• YOUR GOAL:
Of the entries below, return exactly those lines that fall between the one containing "content:''; display:block; margin:auto;" and the one containing "function paint(path, color)", the two end lines included.

• INPUT FOR THIS TASK:
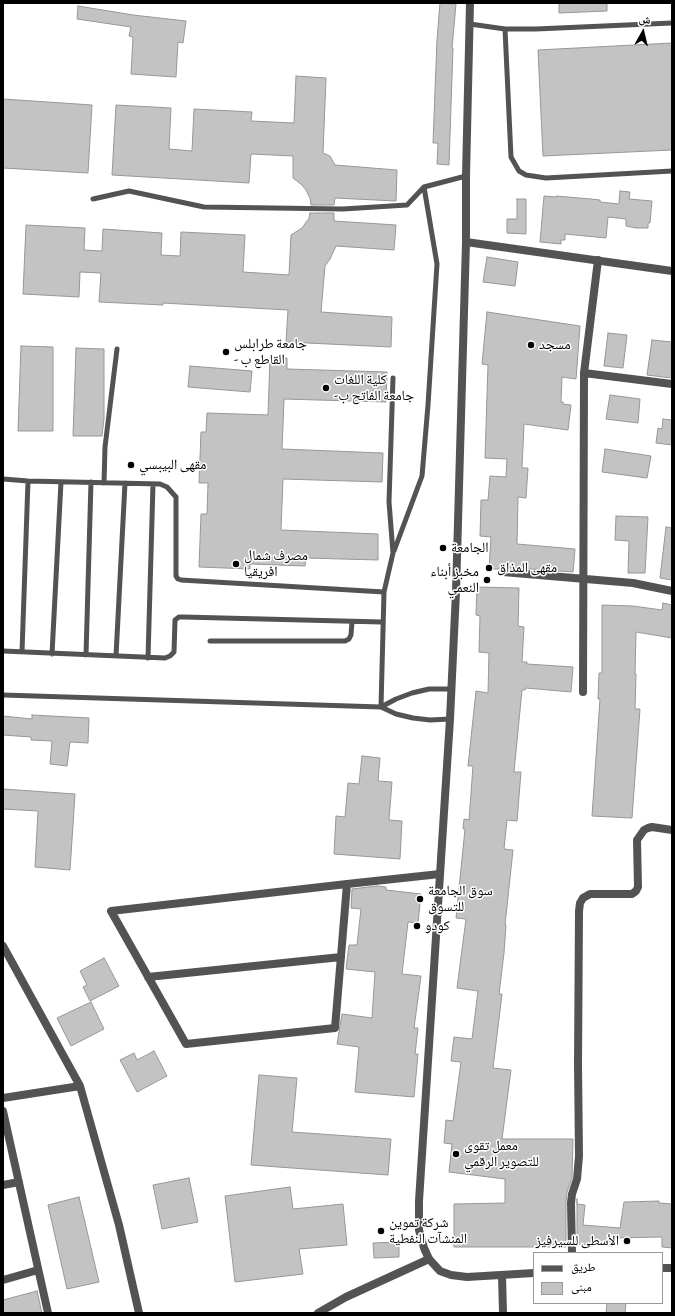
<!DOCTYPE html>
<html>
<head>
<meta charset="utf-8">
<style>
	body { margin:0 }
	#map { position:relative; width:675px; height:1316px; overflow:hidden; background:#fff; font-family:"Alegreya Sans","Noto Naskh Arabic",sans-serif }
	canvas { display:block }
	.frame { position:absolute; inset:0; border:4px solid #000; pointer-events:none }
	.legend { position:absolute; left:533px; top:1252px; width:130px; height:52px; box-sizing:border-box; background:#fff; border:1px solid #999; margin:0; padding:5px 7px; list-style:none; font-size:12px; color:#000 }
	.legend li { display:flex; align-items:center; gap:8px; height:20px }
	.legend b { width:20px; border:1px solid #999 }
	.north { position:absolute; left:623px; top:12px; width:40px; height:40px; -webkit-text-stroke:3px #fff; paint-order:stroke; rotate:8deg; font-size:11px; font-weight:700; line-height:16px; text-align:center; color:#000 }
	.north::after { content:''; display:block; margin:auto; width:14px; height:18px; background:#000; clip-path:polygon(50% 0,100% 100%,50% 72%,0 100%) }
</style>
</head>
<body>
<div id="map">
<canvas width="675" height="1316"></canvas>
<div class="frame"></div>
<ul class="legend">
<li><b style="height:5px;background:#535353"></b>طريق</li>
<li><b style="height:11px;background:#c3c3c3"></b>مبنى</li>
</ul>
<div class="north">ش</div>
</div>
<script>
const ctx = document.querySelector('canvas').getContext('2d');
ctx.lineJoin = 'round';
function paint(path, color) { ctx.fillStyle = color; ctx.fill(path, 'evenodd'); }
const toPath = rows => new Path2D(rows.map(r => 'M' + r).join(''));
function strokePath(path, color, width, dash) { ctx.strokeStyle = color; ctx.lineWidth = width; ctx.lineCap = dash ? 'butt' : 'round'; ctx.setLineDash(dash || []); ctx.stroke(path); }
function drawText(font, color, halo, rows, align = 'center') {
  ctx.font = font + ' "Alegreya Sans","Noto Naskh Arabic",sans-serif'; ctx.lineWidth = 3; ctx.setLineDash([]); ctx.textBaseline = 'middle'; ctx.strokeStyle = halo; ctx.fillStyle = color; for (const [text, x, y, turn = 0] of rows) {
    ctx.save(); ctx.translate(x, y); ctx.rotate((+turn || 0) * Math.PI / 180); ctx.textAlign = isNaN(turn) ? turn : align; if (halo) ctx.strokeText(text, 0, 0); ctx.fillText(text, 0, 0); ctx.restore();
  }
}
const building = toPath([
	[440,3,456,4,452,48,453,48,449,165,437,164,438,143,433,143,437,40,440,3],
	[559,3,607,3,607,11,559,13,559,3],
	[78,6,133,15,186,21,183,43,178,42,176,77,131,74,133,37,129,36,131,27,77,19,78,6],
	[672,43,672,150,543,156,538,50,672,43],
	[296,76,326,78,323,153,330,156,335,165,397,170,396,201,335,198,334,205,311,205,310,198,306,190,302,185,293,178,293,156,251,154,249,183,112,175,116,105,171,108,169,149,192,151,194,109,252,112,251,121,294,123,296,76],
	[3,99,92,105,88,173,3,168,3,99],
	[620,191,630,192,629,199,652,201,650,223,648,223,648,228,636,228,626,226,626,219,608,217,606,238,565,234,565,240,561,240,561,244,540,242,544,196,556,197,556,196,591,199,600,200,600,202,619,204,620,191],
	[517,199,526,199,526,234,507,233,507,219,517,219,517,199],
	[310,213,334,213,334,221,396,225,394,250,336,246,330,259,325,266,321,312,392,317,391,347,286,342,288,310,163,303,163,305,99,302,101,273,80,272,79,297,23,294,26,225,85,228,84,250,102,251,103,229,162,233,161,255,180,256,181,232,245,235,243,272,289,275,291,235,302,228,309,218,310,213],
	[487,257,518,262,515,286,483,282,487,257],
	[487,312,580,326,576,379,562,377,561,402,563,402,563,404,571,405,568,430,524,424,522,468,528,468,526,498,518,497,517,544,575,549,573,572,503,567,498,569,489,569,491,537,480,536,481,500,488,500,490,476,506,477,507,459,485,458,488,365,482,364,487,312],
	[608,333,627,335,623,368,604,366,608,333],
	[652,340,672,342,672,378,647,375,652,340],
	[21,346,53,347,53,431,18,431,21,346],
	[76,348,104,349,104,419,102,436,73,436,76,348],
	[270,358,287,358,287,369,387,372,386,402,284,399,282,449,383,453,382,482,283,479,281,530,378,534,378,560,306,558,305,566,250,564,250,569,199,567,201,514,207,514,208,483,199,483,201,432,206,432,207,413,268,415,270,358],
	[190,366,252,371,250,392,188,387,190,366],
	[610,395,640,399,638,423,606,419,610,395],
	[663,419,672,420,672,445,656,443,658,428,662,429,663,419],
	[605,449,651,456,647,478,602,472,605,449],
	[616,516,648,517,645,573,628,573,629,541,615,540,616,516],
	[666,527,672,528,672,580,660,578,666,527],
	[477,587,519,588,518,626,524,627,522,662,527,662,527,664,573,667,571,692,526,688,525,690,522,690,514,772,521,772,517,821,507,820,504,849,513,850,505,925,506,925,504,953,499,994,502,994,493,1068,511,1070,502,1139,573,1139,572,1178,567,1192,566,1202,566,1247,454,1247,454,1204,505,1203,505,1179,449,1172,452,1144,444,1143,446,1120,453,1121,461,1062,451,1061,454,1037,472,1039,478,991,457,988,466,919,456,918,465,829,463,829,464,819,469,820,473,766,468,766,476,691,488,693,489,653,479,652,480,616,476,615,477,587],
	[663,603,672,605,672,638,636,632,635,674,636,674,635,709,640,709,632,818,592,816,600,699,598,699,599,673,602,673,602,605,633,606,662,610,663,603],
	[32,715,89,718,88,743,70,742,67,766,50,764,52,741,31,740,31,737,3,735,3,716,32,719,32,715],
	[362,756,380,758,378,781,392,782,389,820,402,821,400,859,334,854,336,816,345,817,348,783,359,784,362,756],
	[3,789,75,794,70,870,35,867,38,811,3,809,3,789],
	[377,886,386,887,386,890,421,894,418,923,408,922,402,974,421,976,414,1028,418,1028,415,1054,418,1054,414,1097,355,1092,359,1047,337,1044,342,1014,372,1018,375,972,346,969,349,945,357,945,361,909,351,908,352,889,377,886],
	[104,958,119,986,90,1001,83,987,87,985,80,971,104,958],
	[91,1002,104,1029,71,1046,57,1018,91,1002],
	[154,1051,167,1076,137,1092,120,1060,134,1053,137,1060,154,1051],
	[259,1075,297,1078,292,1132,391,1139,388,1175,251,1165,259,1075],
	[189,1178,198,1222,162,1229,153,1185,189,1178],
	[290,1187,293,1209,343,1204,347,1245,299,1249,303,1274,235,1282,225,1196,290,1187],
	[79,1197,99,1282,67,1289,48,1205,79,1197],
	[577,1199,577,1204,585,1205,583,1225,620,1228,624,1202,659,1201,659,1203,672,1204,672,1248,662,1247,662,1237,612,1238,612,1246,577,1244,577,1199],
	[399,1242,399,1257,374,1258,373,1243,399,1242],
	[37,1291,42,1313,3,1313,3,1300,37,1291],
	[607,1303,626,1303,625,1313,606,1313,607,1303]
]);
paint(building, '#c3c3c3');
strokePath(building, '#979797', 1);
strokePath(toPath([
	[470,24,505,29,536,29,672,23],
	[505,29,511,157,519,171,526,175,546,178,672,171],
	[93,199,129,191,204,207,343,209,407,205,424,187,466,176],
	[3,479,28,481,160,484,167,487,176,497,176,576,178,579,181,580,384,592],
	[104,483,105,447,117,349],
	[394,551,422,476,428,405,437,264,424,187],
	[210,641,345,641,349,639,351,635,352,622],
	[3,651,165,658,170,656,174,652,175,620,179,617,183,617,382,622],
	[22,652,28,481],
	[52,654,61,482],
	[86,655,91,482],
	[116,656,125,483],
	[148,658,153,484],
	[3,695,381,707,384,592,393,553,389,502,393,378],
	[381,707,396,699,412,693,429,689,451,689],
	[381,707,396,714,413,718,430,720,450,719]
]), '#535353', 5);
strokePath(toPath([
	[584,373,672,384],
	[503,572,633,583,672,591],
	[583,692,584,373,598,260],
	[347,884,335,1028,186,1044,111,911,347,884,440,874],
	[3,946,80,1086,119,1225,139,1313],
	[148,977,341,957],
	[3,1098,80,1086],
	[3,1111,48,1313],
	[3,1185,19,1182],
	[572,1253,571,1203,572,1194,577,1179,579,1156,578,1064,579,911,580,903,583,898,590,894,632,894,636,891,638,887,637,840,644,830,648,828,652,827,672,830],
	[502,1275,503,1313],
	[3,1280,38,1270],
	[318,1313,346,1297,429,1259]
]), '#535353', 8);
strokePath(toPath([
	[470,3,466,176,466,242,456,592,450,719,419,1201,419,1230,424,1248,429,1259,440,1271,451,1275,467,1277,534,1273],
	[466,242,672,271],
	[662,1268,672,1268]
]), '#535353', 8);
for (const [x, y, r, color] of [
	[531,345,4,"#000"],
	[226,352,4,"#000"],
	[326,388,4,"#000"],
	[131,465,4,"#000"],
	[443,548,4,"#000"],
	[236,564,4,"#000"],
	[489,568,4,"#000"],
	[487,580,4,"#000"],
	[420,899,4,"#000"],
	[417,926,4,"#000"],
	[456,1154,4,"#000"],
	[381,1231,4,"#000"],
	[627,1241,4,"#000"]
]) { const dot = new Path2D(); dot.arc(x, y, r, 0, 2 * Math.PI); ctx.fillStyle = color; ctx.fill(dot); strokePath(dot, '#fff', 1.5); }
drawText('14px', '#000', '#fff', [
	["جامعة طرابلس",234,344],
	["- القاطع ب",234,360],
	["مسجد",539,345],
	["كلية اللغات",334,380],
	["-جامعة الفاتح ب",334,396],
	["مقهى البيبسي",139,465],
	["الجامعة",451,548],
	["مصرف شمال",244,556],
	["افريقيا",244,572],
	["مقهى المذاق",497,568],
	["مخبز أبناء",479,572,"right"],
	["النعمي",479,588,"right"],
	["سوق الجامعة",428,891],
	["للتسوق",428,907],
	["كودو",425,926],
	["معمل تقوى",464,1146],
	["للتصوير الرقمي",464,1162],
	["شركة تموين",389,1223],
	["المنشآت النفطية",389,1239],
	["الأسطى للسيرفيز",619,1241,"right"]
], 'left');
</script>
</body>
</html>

• ANSWER TO THIS PROBLEM:
	.north::after { content:''; display:block; margin:auto; width:14px; height:18px; background:#000; clip-path:polygon(50% 0,100% 100%,50% 72%,0 100%) }
</style>
</head>
<body>
<div id="map">
<canvas width="675" height="1316"></canvas>
<div class="frame"></div>
<ul class="legend">
<li><b style="height:5px;background:#535353"></b>طريق</li>
<li><b style="height:11px;background:#c3c3c3"></b>مبنى</li>
</ul>
<div class="north">ش</div>
</div>
<script>
const ctx = document.querySelector('canvas').getContext('2d');
ctx.lineJoin = 'round';
function paint(path, color) { ctx.fillStyle = color; ctx.fill(path, 'evenodd'); }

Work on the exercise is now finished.